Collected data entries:
== == ==

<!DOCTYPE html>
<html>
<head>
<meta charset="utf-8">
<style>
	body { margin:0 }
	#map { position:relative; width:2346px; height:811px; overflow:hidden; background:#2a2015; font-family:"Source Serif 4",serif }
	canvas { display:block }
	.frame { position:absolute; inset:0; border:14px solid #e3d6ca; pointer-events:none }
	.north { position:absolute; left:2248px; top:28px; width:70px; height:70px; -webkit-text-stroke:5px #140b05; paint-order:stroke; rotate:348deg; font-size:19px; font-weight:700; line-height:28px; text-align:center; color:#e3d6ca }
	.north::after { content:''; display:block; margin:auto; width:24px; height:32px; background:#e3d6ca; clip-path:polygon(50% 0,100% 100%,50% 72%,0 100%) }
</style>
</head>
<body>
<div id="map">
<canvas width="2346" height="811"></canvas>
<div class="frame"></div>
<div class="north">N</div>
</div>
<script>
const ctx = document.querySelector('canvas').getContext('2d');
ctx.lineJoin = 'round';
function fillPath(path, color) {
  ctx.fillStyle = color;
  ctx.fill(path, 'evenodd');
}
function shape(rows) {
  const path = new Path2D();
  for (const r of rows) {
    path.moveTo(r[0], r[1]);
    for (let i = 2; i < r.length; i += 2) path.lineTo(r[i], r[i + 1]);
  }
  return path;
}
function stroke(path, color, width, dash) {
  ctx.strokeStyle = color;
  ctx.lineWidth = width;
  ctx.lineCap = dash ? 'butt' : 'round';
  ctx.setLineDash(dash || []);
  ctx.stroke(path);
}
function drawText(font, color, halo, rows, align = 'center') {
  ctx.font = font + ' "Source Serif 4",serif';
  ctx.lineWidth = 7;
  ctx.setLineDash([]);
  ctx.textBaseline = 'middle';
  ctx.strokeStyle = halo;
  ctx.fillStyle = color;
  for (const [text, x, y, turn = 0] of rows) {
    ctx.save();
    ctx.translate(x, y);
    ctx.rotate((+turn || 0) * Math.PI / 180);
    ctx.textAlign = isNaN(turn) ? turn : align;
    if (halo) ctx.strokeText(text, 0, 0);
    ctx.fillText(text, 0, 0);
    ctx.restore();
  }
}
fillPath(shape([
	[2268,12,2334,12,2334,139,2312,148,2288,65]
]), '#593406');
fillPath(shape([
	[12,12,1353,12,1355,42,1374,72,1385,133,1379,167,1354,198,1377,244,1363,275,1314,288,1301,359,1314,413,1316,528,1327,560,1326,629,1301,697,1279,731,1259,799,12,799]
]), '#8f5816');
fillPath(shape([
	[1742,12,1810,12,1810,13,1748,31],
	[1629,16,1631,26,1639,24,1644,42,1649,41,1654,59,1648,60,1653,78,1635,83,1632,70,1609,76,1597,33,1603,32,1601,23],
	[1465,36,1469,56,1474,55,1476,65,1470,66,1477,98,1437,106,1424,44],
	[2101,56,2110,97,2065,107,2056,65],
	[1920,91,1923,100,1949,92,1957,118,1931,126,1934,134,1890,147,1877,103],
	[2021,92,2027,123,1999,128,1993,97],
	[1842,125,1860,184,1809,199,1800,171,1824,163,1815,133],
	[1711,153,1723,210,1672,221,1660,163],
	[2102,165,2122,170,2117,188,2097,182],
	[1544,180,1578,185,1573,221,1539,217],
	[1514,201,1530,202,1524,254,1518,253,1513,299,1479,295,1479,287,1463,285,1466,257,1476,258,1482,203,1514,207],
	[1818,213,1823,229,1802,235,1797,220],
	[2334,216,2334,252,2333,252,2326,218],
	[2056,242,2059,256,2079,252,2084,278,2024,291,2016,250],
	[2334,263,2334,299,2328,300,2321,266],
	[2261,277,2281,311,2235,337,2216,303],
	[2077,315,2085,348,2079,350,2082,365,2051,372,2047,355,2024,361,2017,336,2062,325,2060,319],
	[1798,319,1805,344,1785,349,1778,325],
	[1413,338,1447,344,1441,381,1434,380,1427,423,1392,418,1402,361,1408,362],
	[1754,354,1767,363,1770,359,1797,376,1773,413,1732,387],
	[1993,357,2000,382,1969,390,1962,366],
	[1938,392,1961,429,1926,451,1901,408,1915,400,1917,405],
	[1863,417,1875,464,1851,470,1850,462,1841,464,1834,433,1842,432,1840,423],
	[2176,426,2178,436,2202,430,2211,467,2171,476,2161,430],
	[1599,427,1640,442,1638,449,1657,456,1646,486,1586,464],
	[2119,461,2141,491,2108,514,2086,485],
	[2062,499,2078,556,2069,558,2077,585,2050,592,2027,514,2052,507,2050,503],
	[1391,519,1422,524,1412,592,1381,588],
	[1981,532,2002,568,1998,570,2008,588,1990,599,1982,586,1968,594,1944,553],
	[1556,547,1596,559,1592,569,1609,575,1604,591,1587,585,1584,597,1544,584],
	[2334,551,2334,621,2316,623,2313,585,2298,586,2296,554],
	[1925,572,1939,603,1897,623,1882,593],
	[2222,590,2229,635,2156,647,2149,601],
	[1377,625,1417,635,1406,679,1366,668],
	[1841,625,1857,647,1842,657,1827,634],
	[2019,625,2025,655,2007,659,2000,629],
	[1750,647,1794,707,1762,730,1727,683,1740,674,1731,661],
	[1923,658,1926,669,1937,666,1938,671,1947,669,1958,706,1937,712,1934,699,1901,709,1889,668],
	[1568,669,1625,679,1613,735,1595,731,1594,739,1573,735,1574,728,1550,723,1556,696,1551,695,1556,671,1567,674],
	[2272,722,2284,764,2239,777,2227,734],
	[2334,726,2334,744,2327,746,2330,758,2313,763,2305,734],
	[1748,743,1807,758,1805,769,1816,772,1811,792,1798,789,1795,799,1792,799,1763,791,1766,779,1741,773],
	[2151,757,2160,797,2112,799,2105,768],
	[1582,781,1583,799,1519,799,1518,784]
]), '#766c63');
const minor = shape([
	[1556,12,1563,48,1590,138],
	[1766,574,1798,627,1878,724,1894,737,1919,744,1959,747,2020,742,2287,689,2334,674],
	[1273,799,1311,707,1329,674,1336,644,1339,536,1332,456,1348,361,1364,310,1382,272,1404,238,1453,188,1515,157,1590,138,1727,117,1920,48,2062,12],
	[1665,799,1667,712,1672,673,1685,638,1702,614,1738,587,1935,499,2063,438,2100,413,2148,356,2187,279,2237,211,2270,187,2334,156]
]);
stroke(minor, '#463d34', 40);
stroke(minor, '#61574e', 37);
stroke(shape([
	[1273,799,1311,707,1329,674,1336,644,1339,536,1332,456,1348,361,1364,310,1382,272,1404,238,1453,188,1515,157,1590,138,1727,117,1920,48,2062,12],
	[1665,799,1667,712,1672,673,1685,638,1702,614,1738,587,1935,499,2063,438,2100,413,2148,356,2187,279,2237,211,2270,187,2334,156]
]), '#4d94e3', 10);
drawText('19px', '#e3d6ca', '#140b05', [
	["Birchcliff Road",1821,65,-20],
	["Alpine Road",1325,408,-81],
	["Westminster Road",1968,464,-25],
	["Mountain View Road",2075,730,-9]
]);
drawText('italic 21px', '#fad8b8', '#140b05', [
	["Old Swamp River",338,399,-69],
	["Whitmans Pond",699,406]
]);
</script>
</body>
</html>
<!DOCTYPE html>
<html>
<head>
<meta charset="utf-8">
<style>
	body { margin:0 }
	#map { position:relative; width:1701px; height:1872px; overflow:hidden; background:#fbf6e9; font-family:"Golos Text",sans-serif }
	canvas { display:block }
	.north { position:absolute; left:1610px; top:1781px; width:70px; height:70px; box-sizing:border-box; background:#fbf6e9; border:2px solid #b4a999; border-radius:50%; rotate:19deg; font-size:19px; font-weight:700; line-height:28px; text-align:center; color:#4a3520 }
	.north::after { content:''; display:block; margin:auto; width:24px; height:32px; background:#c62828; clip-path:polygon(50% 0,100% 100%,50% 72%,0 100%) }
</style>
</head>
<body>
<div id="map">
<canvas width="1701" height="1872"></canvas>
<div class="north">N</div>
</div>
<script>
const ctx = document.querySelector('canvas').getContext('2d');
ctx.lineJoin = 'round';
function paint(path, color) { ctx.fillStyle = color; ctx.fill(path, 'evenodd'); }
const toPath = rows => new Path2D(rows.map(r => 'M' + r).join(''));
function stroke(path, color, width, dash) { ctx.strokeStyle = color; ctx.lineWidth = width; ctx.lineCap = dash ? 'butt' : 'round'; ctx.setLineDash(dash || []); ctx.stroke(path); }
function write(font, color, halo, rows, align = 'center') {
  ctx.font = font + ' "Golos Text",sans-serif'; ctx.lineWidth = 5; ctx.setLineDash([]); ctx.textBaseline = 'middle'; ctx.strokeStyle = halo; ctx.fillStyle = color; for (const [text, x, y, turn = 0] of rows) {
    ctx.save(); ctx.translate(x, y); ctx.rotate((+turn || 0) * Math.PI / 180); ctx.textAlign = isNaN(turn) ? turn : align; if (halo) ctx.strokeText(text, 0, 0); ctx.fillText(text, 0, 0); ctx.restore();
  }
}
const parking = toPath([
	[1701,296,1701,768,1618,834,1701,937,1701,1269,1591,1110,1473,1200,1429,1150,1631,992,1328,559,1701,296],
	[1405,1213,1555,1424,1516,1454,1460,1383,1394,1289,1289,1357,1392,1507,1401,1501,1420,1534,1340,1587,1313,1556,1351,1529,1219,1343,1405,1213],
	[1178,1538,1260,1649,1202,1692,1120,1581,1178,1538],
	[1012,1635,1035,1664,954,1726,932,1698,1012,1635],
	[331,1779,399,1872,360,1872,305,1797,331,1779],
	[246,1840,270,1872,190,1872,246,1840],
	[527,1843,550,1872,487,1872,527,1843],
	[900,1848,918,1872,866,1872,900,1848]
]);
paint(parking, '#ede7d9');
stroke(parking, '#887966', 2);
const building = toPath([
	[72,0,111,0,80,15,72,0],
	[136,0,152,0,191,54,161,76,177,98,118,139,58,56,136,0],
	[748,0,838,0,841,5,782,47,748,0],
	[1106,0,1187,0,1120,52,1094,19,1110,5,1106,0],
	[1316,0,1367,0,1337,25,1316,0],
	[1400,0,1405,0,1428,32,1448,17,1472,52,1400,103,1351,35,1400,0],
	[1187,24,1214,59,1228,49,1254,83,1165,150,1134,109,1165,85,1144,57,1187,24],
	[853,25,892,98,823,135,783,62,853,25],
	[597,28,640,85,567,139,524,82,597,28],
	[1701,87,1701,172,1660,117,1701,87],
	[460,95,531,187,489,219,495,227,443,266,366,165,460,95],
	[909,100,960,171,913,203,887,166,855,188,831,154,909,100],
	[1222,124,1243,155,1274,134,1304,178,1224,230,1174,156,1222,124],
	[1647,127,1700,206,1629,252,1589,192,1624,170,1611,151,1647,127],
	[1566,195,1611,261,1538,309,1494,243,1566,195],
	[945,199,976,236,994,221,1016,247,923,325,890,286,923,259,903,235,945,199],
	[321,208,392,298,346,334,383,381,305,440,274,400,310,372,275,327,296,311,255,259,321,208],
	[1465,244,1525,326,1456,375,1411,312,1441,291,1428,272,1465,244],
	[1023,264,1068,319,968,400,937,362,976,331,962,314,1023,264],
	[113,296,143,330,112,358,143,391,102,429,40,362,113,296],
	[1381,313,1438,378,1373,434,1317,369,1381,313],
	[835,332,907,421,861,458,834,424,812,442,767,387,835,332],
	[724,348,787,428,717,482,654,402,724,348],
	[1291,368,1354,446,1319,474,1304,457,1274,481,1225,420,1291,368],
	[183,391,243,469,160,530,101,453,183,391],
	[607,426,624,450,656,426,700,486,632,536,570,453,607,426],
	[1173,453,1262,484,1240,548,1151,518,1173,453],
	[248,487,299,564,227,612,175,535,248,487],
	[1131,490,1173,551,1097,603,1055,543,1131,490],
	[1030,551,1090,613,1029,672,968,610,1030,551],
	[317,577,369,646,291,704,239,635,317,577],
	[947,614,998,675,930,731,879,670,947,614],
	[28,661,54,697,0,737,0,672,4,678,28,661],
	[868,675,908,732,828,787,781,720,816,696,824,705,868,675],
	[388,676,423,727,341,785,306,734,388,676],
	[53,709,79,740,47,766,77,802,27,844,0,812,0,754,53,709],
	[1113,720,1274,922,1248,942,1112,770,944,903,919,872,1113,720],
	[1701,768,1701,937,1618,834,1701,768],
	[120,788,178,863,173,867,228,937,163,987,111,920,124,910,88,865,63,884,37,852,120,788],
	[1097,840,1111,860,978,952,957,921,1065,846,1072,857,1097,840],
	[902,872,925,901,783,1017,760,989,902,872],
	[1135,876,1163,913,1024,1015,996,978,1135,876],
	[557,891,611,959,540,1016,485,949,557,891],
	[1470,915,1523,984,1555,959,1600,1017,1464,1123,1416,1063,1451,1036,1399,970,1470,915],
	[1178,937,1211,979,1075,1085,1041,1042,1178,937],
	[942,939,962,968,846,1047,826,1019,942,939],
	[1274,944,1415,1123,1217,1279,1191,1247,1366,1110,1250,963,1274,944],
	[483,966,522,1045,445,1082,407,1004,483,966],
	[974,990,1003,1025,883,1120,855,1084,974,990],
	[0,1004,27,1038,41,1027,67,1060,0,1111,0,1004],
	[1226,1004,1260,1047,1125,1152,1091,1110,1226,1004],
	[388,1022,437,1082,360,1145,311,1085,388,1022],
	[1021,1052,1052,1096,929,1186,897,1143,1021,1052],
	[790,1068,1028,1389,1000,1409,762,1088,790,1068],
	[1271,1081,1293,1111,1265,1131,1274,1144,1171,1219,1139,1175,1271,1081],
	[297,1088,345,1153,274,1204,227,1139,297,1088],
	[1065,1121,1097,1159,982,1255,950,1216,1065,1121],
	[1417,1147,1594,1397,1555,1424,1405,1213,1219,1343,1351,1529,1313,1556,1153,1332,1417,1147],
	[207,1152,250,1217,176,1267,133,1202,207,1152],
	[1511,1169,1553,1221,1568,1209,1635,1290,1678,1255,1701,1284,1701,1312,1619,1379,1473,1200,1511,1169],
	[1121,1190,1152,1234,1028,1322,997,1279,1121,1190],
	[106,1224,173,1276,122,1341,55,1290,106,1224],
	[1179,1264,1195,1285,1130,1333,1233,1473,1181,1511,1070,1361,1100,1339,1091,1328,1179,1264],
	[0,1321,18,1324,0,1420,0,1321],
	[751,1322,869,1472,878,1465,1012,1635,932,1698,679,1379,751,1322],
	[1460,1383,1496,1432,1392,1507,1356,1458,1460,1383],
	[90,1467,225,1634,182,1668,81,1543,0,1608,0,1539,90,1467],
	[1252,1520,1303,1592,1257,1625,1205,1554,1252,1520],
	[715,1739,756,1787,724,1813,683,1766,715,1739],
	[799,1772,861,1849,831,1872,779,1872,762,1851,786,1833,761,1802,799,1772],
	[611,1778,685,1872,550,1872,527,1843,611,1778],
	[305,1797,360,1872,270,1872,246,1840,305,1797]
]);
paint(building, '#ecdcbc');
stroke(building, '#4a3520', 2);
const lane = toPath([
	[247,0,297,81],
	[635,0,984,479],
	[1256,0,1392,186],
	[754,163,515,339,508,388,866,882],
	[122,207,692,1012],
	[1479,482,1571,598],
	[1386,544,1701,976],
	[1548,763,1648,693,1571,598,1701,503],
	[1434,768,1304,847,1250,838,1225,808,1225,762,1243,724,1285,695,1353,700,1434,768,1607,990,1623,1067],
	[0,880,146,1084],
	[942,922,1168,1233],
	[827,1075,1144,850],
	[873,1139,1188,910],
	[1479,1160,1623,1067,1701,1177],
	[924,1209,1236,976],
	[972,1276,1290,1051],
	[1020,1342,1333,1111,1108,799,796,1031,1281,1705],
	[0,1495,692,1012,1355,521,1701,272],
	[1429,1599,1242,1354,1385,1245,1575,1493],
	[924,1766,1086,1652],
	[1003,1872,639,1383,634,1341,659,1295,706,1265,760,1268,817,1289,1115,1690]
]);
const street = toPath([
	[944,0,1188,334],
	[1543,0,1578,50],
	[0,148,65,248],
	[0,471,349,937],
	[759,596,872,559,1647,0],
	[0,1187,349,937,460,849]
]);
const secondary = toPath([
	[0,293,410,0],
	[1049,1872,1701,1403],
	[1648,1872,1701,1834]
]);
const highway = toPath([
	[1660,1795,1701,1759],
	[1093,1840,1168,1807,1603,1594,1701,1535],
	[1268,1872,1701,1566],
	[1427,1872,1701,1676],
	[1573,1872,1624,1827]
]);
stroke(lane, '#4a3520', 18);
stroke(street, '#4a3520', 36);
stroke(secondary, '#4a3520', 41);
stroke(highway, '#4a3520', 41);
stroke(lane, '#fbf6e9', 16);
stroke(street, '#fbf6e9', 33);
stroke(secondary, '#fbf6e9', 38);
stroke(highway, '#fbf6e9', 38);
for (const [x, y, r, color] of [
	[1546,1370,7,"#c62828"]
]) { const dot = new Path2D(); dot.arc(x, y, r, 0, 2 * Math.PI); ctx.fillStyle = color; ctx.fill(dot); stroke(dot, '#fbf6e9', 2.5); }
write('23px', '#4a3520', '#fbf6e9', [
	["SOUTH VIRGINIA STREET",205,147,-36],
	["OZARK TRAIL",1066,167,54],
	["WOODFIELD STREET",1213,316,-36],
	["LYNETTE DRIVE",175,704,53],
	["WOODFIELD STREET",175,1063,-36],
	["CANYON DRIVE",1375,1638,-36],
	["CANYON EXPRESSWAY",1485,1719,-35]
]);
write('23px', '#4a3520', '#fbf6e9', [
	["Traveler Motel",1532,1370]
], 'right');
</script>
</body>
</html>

== == ==

> [What to do] Starting at the line that has "position:absolute; inset:0; border:14px" and ending at the line that has "position:absolute; left:2248px; top:28px;", please write out the lines above exactly, leaving out all others.

> [Your solution]
	.frame { position:absolute; inset:0; border:14px solid #e3d6ca; pointer-events:none }
	.north { position:absolute; left:2248px; top:28px; width:70px; height:70px; -webkit-text-stroke:5px #140b05; paint-order:stroke; rotate:348deg; font-size:19px; font-weight:700; line-height:28px; text-align:center; color:#e3d6ca }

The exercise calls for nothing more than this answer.